Cincinnati Reds 1956-65 Baltimore Orioles 1966-71
Los Angeles Dodgers 1972
California Angels 1973-74
Cleveland Indians 1974-76 

Ted Williams passing in July has sparked the debate over who the greatest living player is. Hank Aaron, Willie Mays, and Stan Musial are the names most mentioned - with the overall consensus being Mays. While no one can dispute the credentials of the above, one must wonder why Frank Robinson's name is seldom mentioned. All Robinson did was belt out nearly 600 home runs (586), smack out nearly 3,000 hits (2,943), win an MVP in both leagues, capture a Triple Crown, and win a World Series MVP. What else can a player do?

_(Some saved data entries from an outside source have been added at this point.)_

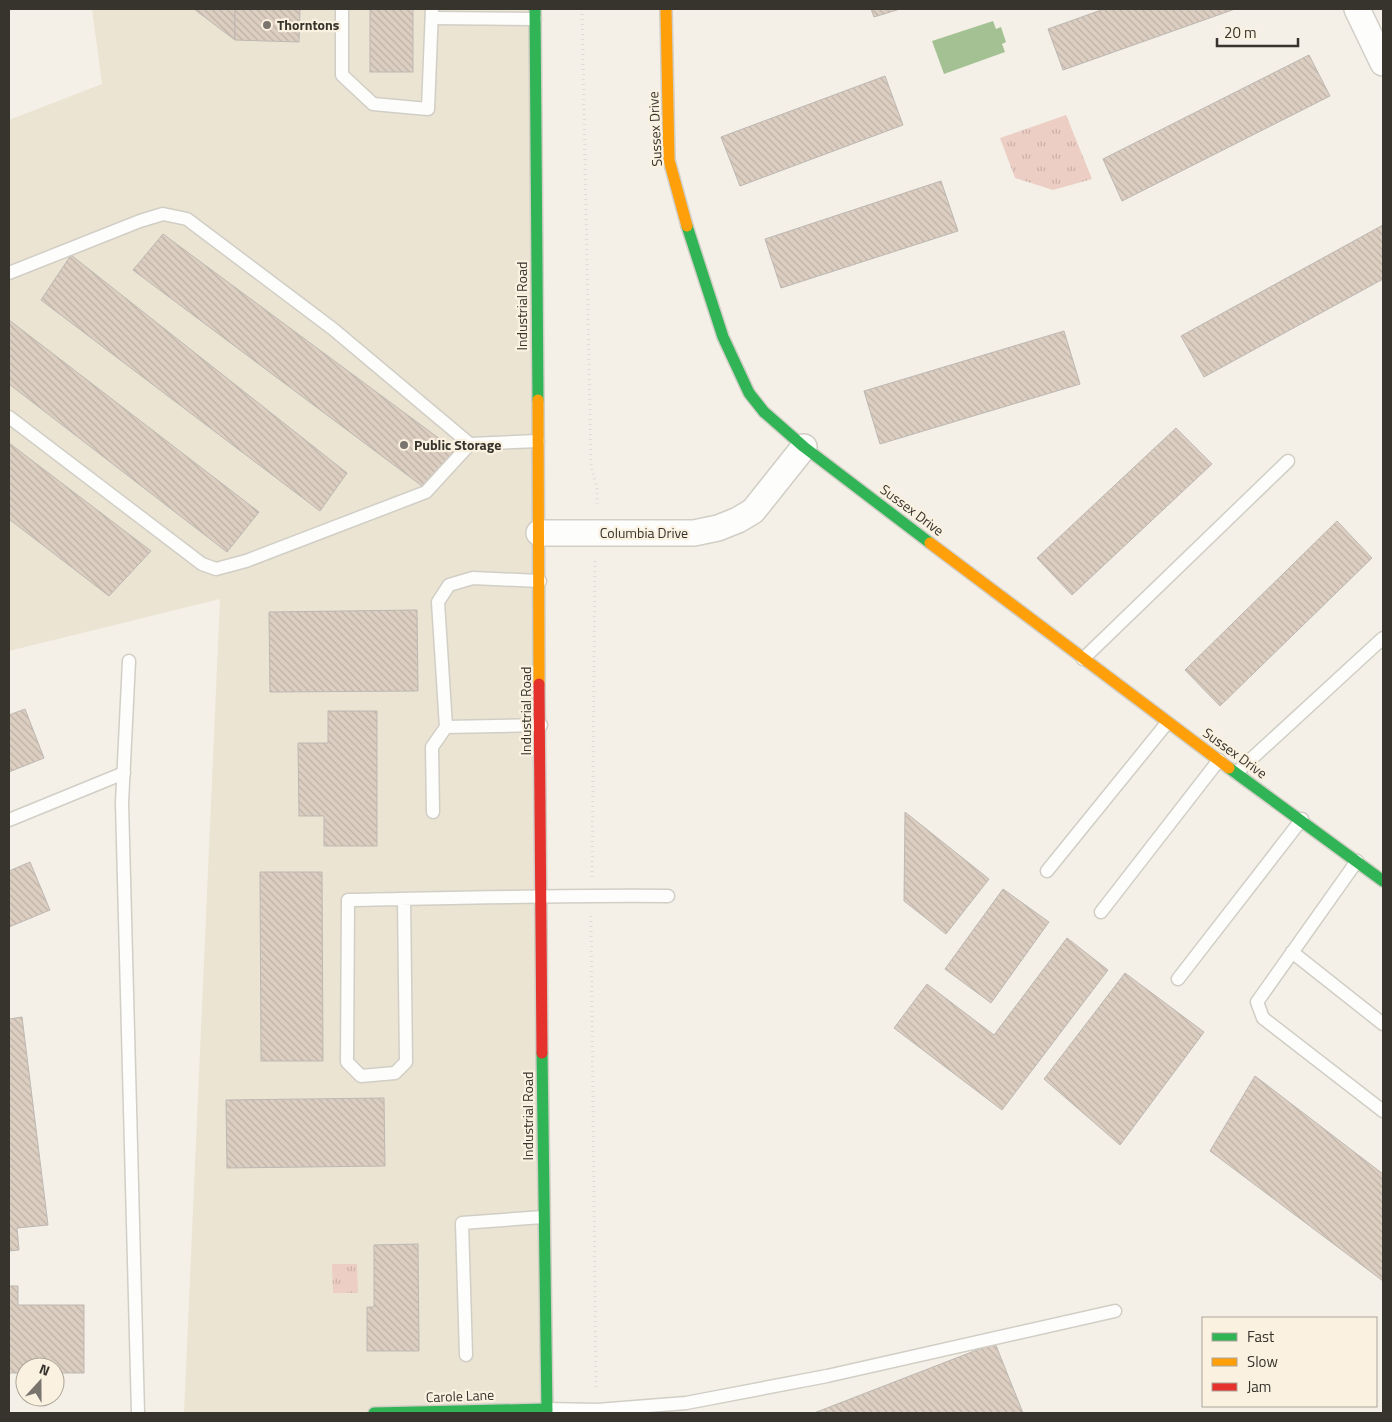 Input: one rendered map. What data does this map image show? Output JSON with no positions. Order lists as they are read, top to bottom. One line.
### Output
{"streets":{"main road":["Sussex Drive","Industrial Road","Carole Lane"],"street":["Columbia Drive"]},"crossings":[["Sussex Drive","Columbia Drive"],["Industrial Road","Columbia Drive"],["Industrial Road","Carole Lane"]],"places":["Thorntons","Public Storage"],"legend":["Fast","Slow","Jam"],"scale_bar":"20 m","north":"top"} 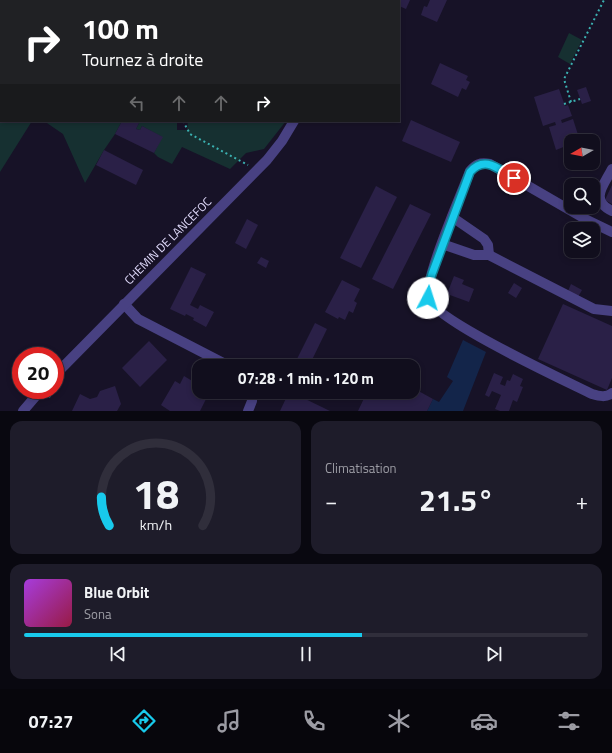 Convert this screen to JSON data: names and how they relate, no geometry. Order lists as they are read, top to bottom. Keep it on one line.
{"streets":{"street":["CHEMIN DE LANCEFOC"]},"north":"left","page":{"turn":["100 m","Tournez à droite"],"limit":"20","trip":"07:28 · 1 min · 120 m","tile":"Climatisation","heat":["−","21.5°","+"],"song":["Blue Orbit","Sona"],"tabs":"07:27","gauge":["18","km/h"]}} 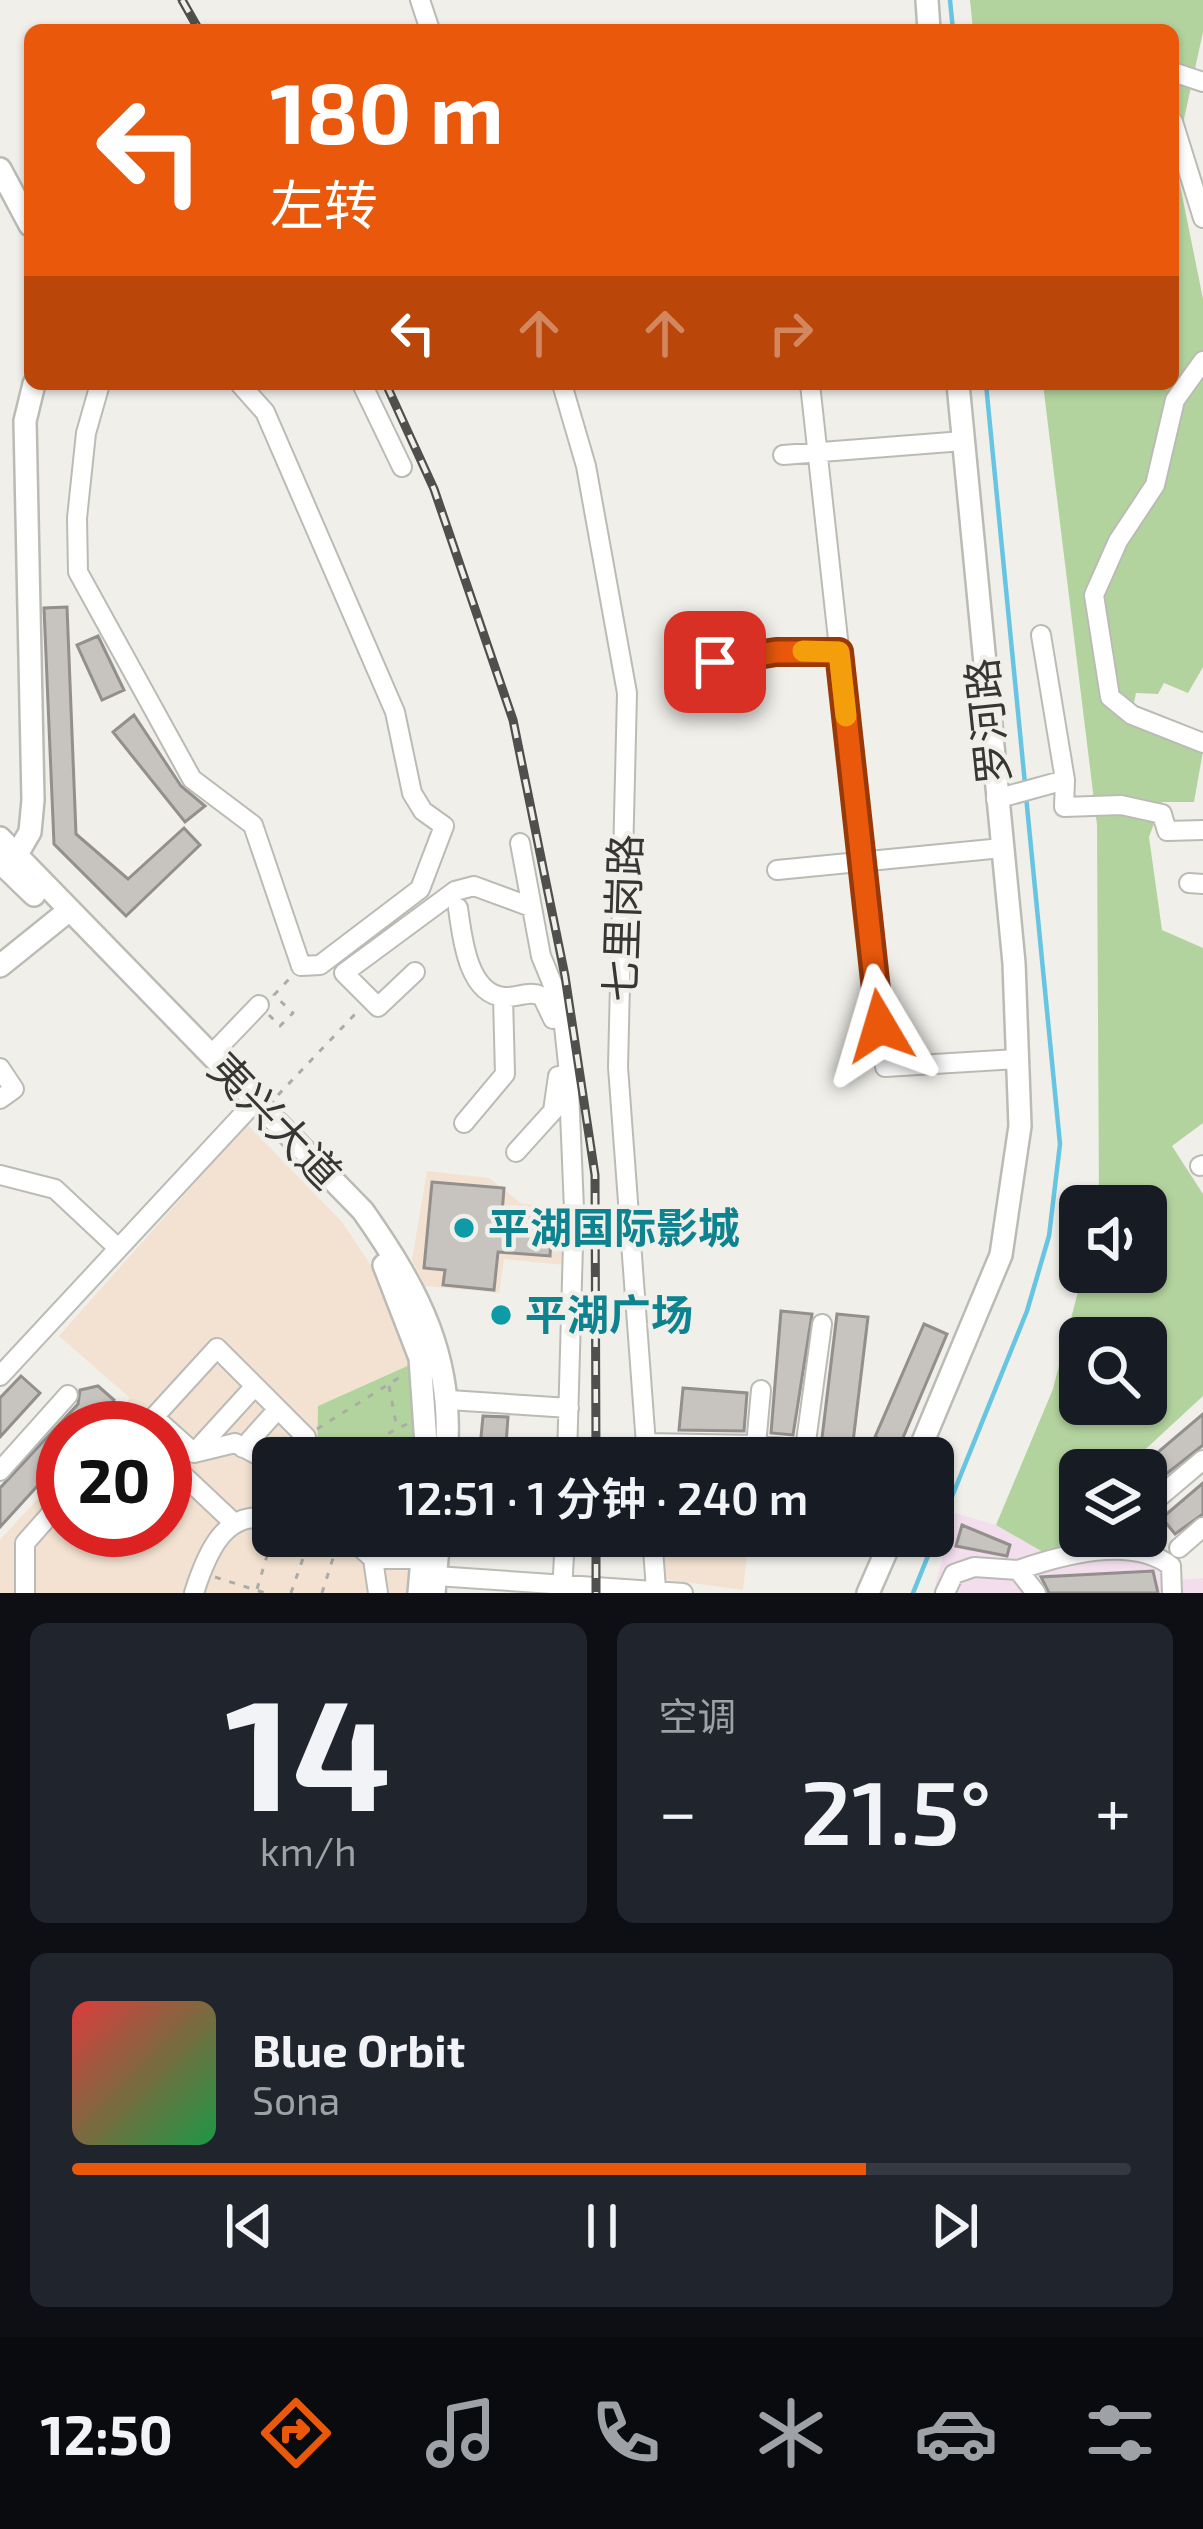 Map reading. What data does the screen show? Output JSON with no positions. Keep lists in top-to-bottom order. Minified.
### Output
{"streets":{"main road":["罗河路","夷兴大道"],"street":["七里岗路"]},"places":["平湖国际影城","平湖广场"],"page":{"turn":["180 m","左转"],"limit":"20","trip":"12:51 · 1 分钟 · 240 m","tile":[["14","km/h"],"空调"],"heat":["−","21.5°","+"],"song":["Blue Orbit","Sona"],"tabs":"12:50"}} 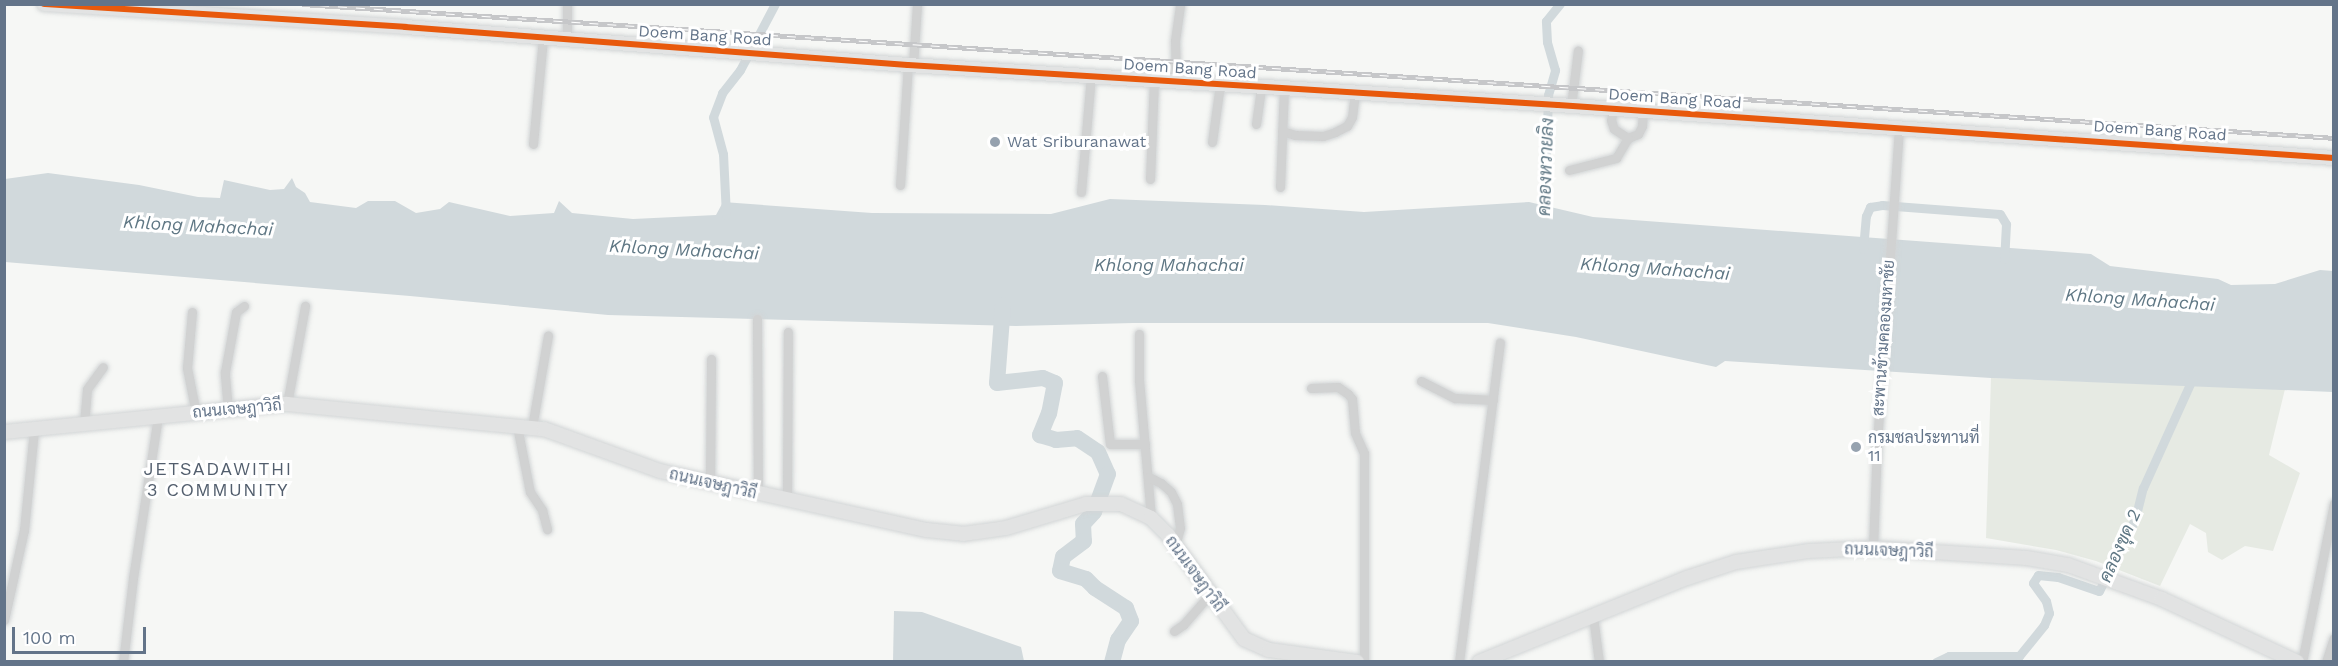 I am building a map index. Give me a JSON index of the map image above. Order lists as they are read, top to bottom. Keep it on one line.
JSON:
{"streets":{"street":["Doem Bang Road","สะพานข้ามคลองมหาชัย","ถนนเจษฎาวิถี"]},"crossings":[["Doem Bang Road","สะพานข้ามคลองมหาชัย"],["สะพานข้ามคลองมหาชัย","ถนนเจษฎาวิถี"]],"districts":["JETSADAWITHI 3 COMMUNITY"],"water":["คลองหวายลิง","Khlong Mahachai","คลองขุด 2"],"places":["Wat Sriburanawat","กรมชลประทานที่ 11"],"scale_bar":"100 m"}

Frank Robinson was born on August 31, 1935 in Beaumont, Texas. He grew up in Oakland, CA, where the family moved when he was four. After a standout high school career the Cincinnati Reds selected Robinson in the 1953 draft.

It took the talented Robinson just three years to work his way through the Cincinnati farm system, by 1956 he was ready for the show. It took Robinson little time to make his mark in the big leagues, as he hit .290 and tied Wally Berger's rookie record of 38 home runs. His stellar play earned him NL Rookie of the Year honors.

After hitting .322 and belting 29 home runs in 1957, Robinson was hampered by an arm injury in the next two seasons which caused him to play first base. He hit just .269, but still managed 31 home runs in 1958, and returned to form hitting .325 with 36 long balls and 125 RBI in 1959.

After another solid season in 1960 (.297 31 HR), Robinson led the Reds to their first pennant since 1940 in 1961. Although the Reds fell to the mighty Yankees in the World Series, Robinson earned his first MVP thanks to his strong regular season performance (.323 37 HR 124RBI).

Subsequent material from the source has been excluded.